__Brief__: Which lines in the records below contain the word "setLineDash"? Copy each one.

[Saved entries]
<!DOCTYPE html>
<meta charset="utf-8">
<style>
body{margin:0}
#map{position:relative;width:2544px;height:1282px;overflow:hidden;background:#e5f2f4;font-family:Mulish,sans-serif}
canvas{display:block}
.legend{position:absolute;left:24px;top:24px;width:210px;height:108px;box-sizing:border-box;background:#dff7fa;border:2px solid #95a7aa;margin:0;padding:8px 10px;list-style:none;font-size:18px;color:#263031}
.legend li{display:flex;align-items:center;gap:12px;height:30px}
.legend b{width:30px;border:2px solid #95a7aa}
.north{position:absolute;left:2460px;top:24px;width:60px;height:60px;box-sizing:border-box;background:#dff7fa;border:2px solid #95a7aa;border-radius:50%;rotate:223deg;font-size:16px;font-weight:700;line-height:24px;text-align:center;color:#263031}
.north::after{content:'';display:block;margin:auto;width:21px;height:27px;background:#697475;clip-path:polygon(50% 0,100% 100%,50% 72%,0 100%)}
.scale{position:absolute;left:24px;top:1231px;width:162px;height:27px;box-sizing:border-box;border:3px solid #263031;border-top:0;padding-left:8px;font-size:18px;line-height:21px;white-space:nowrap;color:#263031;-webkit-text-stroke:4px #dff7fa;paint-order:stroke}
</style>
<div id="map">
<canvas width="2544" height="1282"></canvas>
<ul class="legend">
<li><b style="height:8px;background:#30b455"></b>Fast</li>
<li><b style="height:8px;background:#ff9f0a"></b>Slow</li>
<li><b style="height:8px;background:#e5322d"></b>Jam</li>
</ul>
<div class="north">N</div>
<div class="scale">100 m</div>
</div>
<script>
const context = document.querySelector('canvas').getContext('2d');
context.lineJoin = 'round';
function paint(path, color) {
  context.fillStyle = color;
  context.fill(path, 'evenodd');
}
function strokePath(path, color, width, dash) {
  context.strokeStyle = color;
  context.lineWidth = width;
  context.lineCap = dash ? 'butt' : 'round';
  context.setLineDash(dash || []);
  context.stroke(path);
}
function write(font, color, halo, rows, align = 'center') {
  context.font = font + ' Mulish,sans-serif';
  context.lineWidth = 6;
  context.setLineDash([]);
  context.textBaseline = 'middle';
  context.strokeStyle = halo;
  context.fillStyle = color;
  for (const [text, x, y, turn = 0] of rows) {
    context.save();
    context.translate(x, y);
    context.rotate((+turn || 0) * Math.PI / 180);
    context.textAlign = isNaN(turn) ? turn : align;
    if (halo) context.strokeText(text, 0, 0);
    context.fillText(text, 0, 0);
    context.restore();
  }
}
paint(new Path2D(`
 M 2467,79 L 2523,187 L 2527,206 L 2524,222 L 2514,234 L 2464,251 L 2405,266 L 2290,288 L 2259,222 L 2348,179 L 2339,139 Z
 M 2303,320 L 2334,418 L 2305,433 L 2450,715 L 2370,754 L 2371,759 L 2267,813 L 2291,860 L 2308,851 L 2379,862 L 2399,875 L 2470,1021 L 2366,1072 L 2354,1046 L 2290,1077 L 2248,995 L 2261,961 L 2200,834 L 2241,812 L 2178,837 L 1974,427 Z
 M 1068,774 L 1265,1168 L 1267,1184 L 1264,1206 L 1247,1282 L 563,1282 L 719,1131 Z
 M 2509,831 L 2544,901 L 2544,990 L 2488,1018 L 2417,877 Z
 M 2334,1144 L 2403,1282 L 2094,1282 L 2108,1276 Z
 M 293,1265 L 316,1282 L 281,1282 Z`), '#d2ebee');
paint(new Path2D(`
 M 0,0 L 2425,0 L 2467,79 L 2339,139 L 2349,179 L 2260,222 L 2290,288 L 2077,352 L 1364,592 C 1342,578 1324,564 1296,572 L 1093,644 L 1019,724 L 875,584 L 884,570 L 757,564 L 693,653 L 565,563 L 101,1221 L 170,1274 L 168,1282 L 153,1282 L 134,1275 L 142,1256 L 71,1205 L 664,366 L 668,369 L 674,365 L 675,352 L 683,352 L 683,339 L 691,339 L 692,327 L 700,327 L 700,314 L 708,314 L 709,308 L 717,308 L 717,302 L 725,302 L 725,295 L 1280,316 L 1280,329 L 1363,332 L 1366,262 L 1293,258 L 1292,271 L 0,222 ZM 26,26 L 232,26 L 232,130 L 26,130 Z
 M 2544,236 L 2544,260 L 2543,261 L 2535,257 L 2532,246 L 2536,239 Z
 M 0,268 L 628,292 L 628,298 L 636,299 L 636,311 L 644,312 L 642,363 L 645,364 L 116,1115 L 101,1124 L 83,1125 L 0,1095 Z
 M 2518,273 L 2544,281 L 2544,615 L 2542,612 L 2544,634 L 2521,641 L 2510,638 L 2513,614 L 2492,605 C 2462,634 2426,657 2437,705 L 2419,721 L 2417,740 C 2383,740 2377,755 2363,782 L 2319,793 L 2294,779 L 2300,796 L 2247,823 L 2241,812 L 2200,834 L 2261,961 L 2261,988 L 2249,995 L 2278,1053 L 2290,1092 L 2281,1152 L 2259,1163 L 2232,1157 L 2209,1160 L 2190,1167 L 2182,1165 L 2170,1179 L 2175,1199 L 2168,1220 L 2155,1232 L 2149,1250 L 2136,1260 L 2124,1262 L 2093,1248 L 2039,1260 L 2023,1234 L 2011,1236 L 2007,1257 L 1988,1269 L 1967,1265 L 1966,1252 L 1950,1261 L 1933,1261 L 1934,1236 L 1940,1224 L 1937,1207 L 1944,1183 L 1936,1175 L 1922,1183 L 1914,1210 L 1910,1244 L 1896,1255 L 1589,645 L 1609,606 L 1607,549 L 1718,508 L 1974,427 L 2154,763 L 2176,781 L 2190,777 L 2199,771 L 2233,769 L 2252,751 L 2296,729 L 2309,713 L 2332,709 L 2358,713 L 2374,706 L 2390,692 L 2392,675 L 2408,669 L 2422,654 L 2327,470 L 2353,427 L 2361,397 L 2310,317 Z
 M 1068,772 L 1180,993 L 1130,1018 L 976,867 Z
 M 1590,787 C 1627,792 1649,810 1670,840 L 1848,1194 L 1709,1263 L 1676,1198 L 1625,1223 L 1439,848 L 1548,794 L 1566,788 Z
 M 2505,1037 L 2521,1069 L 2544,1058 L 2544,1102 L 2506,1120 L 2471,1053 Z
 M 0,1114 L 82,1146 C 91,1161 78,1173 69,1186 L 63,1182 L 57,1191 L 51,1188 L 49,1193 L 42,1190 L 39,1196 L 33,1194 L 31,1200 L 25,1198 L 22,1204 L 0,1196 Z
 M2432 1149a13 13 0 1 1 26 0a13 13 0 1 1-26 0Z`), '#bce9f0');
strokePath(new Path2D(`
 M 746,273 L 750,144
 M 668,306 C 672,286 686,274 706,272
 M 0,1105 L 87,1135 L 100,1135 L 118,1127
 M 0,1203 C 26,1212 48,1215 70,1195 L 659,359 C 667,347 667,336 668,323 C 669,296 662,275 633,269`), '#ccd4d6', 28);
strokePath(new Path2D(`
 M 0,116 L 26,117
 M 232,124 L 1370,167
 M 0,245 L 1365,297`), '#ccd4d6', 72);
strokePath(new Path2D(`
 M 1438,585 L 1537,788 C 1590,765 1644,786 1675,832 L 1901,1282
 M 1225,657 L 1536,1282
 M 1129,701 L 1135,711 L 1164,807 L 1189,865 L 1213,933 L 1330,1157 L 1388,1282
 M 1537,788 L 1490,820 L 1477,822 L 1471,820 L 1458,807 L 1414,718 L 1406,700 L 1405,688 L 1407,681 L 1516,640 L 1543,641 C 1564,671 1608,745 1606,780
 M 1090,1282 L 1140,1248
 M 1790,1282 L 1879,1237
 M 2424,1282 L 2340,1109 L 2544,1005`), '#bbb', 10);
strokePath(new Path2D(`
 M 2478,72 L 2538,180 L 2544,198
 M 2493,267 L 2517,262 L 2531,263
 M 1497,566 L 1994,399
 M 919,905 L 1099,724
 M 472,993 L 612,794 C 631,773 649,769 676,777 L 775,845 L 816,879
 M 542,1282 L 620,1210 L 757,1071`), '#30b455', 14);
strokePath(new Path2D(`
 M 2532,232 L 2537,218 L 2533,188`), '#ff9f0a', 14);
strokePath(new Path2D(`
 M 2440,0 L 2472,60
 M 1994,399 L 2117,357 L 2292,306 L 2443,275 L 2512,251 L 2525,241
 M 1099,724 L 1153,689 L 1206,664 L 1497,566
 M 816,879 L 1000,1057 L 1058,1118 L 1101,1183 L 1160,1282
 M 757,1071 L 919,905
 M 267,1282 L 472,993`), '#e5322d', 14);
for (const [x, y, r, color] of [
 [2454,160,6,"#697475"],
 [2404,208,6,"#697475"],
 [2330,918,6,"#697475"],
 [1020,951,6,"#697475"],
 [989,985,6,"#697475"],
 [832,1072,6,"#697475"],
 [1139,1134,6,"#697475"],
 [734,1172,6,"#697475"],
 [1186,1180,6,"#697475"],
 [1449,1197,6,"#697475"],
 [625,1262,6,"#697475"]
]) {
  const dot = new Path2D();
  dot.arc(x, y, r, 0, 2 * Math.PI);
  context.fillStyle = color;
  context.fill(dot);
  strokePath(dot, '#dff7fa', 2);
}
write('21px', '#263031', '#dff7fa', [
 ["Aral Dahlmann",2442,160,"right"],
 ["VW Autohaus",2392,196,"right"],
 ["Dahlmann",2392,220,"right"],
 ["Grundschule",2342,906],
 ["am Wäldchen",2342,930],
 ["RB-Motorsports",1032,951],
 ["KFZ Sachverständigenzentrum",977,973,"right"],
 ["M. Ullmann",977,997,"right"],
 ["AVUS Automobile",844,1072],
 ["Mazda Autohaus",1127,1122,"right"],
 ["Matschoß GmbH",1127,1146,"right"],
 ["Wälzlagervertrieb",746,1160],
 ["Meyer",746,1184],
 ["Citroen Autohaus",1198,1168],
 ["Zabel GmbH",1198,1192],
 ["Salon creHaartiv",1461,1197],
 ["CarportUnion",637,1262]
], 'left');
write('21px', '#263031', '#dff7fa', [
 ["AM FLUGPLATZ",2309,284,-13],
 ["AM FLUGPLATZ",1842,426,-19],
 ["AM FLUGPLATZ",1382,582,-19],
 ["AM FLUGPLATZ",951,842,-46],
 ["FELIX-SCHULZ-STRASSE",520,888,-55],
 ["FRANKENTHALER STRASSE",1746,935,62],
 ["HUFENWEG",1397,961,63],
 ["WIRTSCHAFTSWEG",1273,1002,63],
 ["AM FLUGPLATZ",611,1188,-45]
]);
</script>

__Finished task__:
  context.setLineDash(dash || []);
  context.setLineDash([]);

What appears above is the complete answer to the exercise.